__DATASET EXCERPTS__
_ _ _ _ _ _ _
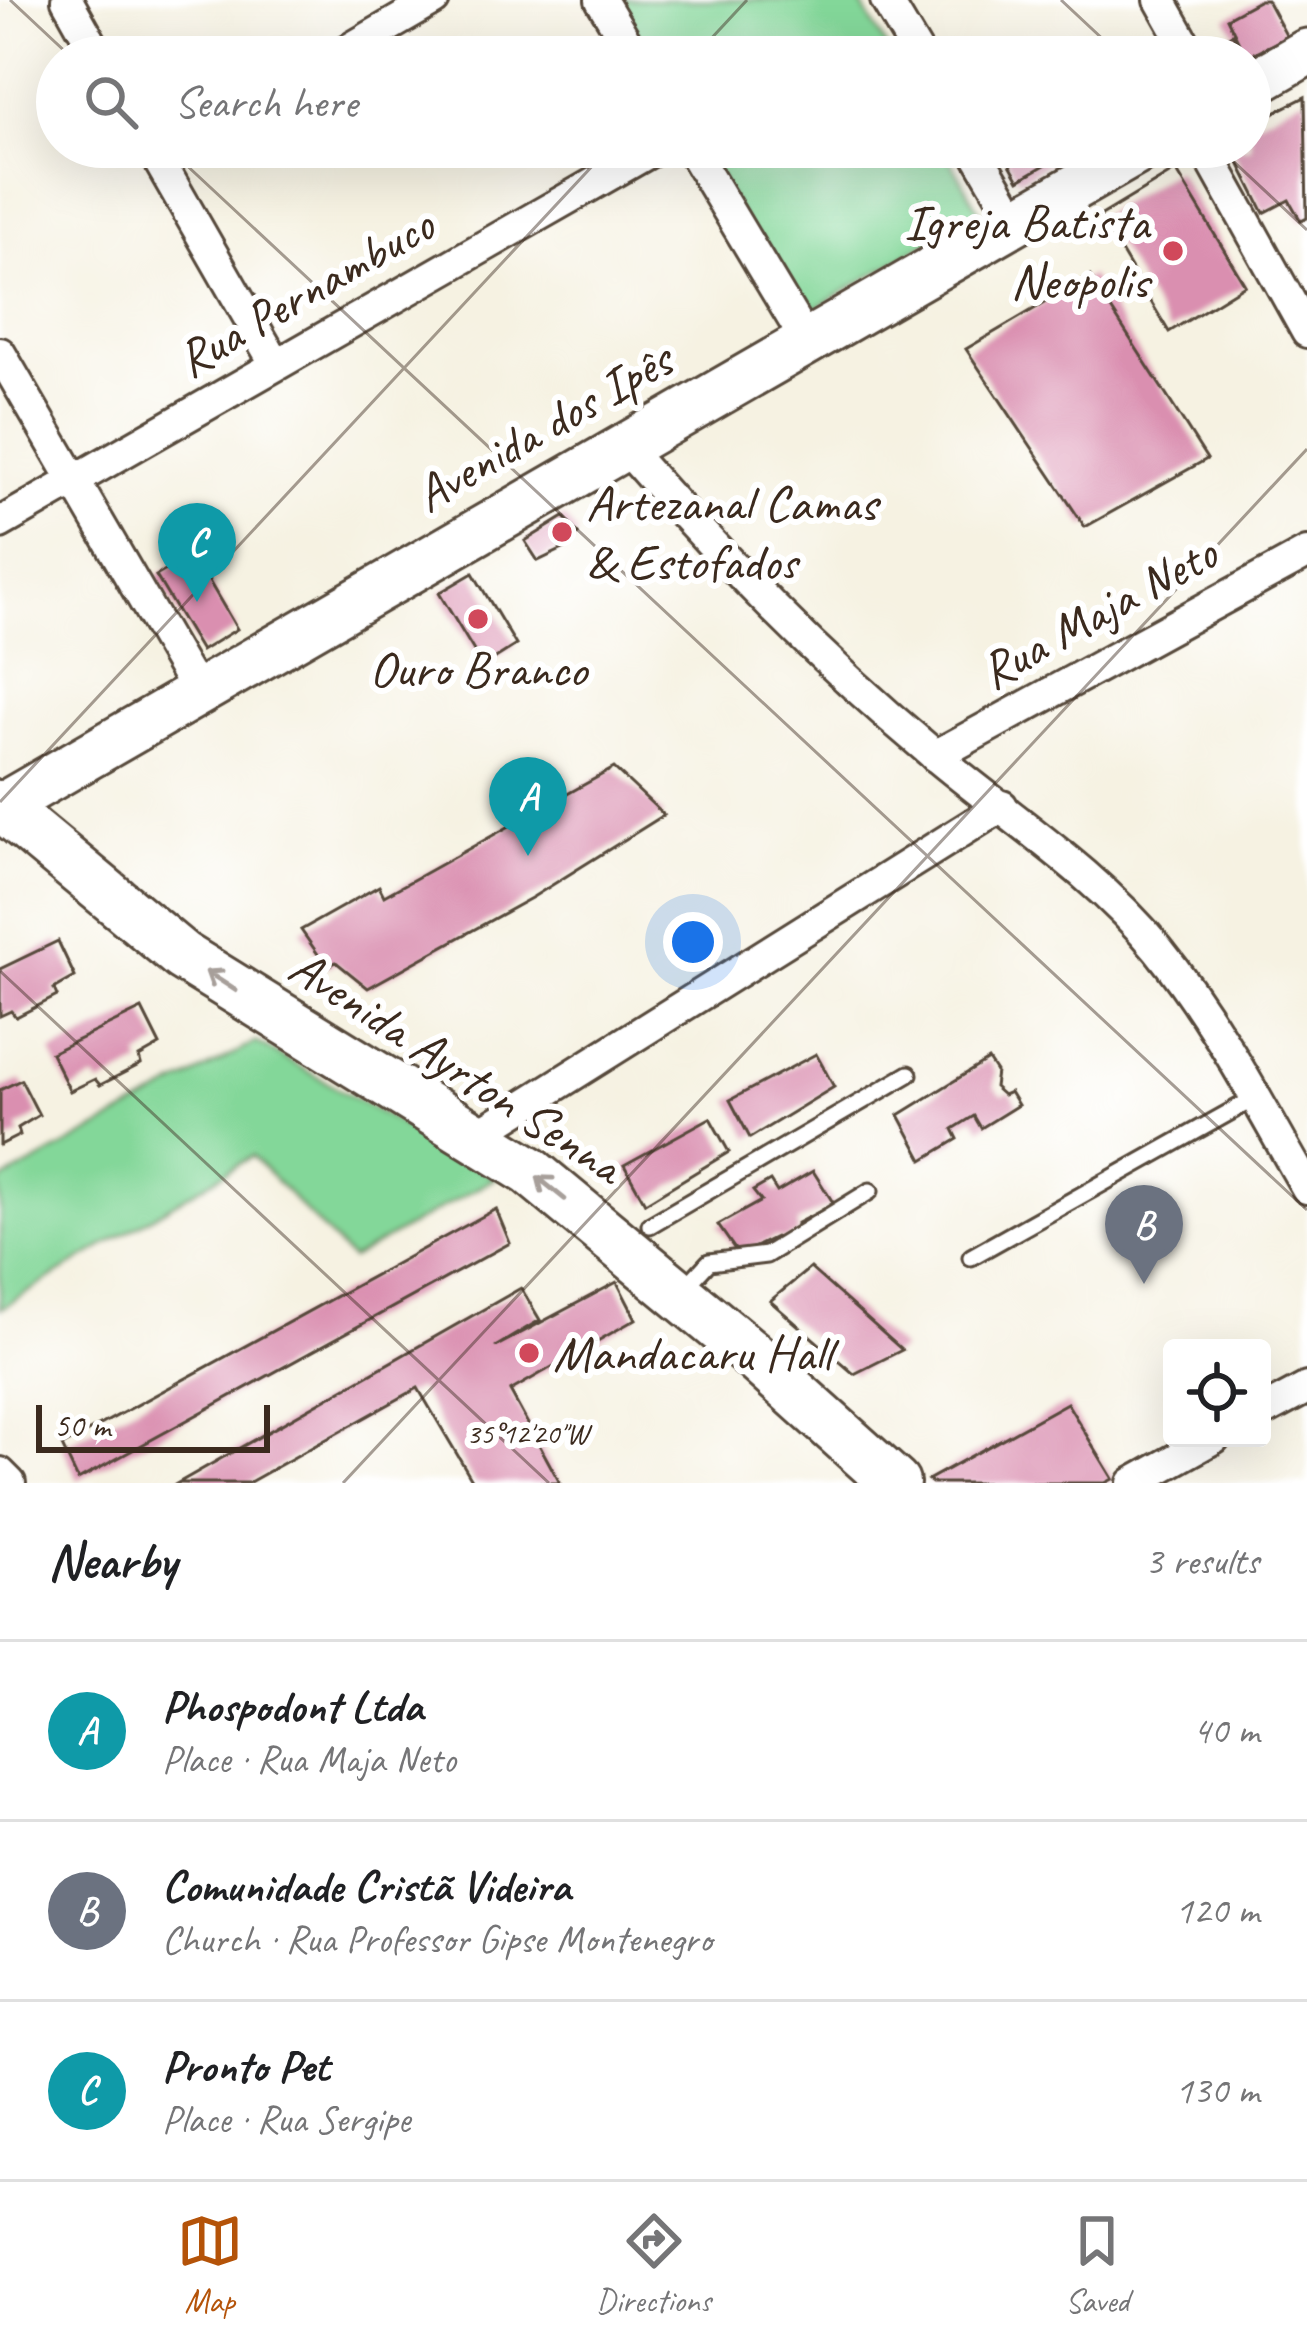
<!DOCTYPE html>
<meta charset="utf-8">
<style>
body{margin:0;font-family:Caveat,sans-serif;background:#f6f6f6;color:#202124}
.controls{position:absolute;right:36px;bottom:36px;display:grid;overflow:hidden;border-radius:12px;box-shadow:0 12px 48px #0002}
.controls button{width:108px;height:108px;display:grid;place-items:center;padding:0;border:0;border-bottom:3px solid #e0e0e0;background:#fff;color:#202124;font:60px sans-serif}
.scale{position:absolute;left:36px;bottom:30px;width:234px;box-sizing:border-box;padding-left:12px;border:6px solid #3b2a1e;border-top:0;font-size:33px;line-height:42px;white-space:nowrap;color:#3b2a1e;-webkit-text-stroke:9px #fff;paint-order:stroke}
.you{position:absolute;left:693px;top:942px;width:42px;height:42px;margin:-30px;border:9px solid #fff;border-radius:50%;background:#1a73e8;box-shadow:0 0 0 18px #1a73e833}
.badge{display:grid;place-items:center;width:78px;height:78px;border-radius:50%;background:#b45309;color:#fff;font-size:39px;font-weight:700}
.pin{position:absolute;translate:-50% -99px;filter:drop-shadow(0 3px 6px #0008)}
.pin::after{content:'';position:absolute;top:63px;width:42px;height:36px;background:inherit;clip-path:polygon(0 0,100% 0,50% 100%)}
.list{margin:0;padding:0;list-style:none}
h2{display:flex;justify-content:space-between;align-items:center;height:156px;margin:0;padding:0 48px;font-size:51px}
h2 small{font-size:39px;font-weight:400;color:#757577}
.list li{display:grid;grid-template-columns:78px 1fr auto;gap:36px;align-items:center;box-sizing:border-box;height:180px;padding:0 48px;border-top:3px solid #e0e0e0}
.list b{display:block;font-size:45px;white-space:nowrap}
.list p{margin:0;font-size:39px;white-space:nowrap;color:#757577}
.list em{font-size:39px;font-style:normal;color:#757577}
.icon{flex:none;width:66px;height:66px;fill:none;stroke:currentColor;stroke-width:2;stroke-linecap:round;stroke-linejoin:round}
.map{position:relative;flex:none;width:1307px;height:1483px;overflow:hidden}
.search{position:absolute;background:#fff;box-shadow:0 12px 48px #0002;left:36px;right:36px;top:36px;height:132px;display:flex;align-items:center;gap:30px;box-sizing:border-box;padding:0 42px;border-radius:66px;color:#757577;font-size:45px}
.sheet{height:696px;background:#fff}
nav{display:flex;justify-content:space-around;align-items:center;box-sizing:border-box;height:168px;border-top:3px solid #e0e0e0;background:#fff;font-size:33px;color:#757577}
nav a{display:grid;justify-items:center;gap:6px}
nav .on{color:#b45309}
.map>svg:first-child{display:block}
.green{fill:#83d799;stroke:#5f805c;stroke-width:3}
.building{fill:#da8fb0}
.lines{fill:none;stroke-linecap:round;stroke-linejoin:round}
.lane-casing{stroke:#57483b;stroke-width:21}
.street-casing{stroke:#57483b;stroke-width:36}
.secondary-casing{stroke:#57483b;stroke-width:51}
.primary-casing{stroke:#57483b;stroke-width:54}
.lane{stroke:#fff;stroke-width:15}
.street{stroke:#fff;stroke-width:30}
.secondary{stroke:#fff;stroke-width:45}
.primary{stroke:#fff;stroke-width:48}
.oneway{stroke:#a79f9a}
.ticks{fill:none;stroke:#3b2a1e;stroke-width:3;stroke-opacity:0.45}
.poi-dot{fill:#d1495b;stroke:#fff;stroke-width:4.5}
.labels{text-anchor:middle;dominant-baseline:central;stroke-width:12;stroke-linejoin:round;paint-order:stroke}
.poi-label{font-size:51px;fill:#3b2a1e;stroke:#fff;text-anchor:start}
.street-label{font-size:51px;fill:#3b2a1e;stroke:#fff}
.ticks-label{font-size:30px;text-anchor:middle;fill:#3b2a1e;stroke:#fff;stroke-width:12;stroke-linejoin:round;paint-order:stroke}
</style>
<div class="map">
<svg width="1307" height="1483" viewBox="0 0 1307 1483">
<rect width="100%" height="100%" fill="#fff"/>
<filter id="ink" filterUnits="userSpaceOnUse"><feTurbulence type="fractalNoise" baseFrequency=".00833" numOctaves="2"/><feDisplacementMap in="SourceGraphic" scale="24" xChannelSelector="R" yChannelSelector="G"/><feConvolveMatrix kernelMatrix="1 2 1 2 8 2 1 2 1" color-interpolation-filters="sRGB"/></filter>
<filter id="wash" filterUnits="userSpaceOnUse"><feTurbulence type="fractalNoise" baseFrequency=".004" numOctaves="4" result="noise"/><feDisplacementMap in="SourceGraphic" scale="48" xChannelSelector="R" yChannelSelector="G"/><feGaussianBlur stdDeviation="2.7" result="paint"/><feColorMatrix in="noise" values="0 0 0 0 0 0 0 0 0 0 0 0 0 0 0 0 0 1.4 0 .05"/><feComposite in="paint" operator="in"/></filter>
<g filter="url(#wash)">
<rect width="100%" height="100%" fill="#f6f2e2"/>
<g class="green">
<polygon points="617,0 859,0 892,57 650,57"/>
<polygon points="701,147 943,147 980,212 799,318"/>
<polygon points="256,1042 495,1178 351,1259 252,1156 0,1309 0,1182"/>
</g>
<g id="blocks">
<g class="building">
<polygon points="1260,0 1267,0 1287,37 1246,57 1227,18"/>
<polygon points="1232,34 1244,57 1221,57 1213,44"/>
<polygon points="1305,97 1307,218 1301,221 1289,200 1264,213 1231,147 1250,147 1250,125"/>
<polygon points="1000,147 1076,147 1019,180"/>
<polygon points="1176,170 1245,285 1169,332 1100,216"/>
<polygon points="1090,276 1207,459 1085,527 966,349"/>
<polygon points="564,517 578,534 565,548 538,561 525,541"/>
<polygon points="193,554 237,629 201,651 156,576"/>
<polygon points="473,573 516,645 483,666 439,593"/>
<polygon points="614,768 664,815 533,897 368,988 336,962 327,967 301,930 379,886 384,896"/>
<polygon points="58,941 75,977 54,989 57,996 16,1017 11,1011 0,1016 0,969"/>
<polygon points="142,1009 160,1045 139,1057 141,1064 100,1085 95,1079 70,1091 51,1053"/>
<polygon points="816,1054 834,1087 750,1138 730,1100"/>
<polygon points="988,1060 996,1072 994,1087 1003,1095 1010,1092 1018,1105 981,1128 974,1116 953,1129 958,1139 923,1160 899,1115"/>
<polygon points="21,1080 39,1115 18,1128 20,1135 0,1145 0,1090"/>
<polygon points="710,1118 729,1152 645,1203 624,1165"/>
<polygon points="813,1171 834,1204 797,1223 798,1233 784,1240 775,1237 739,1255 718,1225 761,1201 753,1191 770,1181 777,1192"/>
<polygon points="496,1209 510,1243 78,1480 62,1446"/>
<polygon points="810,1268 902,1350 854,1374 770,1301"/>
<polygon points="617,1282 636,1319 510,1391 560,1483 474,1483 418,1388 248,1483 178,1483 521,1288 540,1320 495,1347"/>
<polygon points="1067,1403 1113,1479 1105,1483 932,1483 928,1480"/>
</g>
</g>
</g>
<g filter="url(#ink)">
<use href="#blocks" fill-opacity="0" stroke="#57483b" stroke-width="3"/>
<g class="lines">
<g class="lane-casing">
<g id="lane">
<polyline points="650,1225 909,1074"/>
<polyline points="971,1257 1255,1098"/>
<polyline points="683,1290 709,1262 766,1255 870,1191"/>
</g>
</g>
<g class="street-casing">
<g id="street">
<polyline points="67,0 99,57"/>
<polyline points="601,0 635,57"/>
<polyline points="886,0 920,57"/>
<polyline points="1160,0 1192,57"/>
<polyline points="336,57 434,0"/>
<polyline points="151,147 275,363"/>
<polyline points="690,147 807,342"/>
<polyline points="973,147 1017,222"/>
<polyline points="1204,147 1307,332"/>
<polyline points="0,353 199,695"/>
<path d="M623 445C721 558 817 657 932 753 1008 817 1094 871 1158 949 1217 1022 1260 1107 1307 1188"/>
<polyline points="0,523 658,147"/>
<polyline points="935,756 1307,553"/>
<polyline points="477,1135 1002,806"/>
<polyline points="1262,1412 1307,1388"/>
<polyline points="0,1473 10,1483"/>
<polyline points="1133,1483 1214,1438"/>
</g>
</g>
<g class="secondary-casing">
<g id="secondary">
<polyline points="1250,85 1307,52"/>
<polyline points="2,806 1145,147"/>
</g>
</g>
<g class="primary-casing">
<polyline id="primary" points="0,805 182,956 530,1171 750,1353 895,1483"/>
</g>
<use href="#lane" class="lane"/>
<use href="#street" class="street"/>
<use href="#secondary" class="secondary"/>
<use href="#primary" class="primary"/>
</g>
<defs><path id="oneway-shaft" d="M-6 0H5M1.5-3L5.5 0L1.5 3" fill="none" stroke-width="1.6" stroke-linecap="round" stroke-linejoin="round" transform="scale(3)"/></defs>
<g class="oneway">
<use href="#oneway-shaft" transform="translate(221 981) rotate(-147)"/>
<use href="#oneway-shaft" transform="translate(551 1188) rotate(-141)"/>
</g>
</g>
<path class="ticks" d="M10 0 71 57M1061 0 1122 57M694 57 747 0M167 147 1307 1210M1218 147 1307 230M0 802 610 147M0 971 549 1483M343 1483 1307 449"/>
<g class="poi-dot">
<circle cx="1173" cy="251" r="12"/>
<circle cx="562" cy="532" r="12"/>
<circle cx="478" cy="619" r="12"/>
<circle cx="529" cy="1353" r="12"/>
</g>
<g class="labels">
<g class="poi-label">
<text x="1149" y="222" text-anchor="end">Igreja Batista<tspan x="1149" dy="59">Neopolis</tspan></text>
<text x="586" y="503">Artezanal Camas<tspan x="586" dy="59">&amp; Estofados</tspan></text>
<text x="478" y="669" text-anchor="middle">Ouro Branco</text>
<text x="553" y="1353">Mandacaru Hall</text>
</g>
<g class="street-label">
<text transform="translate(305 292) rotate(-30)">Rua Pernambuco</text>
<text transform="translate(543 427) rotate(-30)">Avenida dos Ipês</text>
<text transform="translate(1098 612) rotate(-29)">Rua Maja Neto</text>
<text transform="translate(456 1066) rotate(33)">Avenida Ayrton Senna</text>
</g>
</g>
<g class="ticks-label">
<text x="527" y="1443">35°12'20"W</text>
</g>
</svg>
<div class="controls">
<button><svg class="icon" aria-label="locate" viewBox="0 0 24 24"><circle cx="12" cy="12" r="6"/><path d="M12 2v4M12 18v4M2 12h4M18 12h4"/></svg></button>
</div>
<div class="scale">50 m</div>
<div class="you"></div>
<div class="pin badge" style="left:528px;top:856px;background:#0f9aa8">A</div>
<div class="pin badge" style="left:1144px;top:1284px;background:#6b7280">B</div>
<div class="pin badge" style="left:197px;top:602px;background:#0f9aa8">C</div>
<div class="search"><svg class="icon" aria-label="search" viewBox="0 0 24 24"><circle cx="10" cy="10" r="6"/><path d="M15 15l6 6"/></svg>Search here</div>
</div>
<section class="sheet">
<h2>Nearby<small>3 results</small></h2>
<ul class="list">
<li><span class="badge" style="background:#0f9aa8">A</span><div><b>Phospodont Ltda</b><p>Place · Rua Maja Neto</p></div><em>40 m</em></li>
<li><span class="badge" style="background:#6b7280">B</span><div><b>Comunidade Cristã Videira</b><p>Church · Rua Professor Gipse Montenegro</p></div><em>120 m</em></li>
<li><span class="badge" style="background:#0f9aa8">C</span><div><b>Pronto Pet</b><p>Place · Rua Sergipe</p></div><em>130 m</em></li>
</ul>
</section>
<nav>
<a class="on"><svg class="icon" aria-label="map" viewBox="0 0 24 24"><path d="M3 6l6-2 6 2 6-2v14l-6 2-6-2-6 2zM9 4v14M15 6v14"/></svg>Map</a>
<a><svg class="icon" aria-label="directions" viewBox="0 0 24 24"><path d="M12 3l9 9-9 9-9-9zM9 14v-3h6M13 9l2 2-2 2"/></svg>Directions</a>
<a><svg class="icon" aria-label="saved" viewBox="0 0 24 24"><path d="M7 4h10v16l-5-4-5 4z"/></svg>Saved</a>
</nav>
_ _ _ _ _ _ _
__WORK INSTRUCTION__
Please copy each line of the records above that holds the word "feDisplacementMap".

__SOLUTION BELOW__
<filter id="ink" filterUnits="userSpaceOnUse"><feTurbulence type="fractalNoise" baseFrequency=".00833" numOctaves="2"/><feDisplacementMap in="SourceGraphic" scale="24" xChannelSelector="R" yChannelSelector="G"/><feConvolveMatrix kernelMatrix="1 2 1 2 8 2 1 2 1" color-interpolation-filters="sRGB"/></filter>
<filter id="wash" filterUnits="userSpaceOnUse"><feTurbulence type="fractalNoise" baseFrequency=".004" numOctaves="4" result="noise"/><feDisplacementMap in="SourceGraphic" scale="48" xChannelSelector="R" yChannelSelector="G"/><feGaussianBlur stdDeviation="2.7" result="paint"/><feColorMatrix in="noise" values="0 0 0 0 0 0 0 0 0 0 0 0 0 0 0 0 0 1.4 0 .05"/><feComposite in="paint" operator="in"/></filter>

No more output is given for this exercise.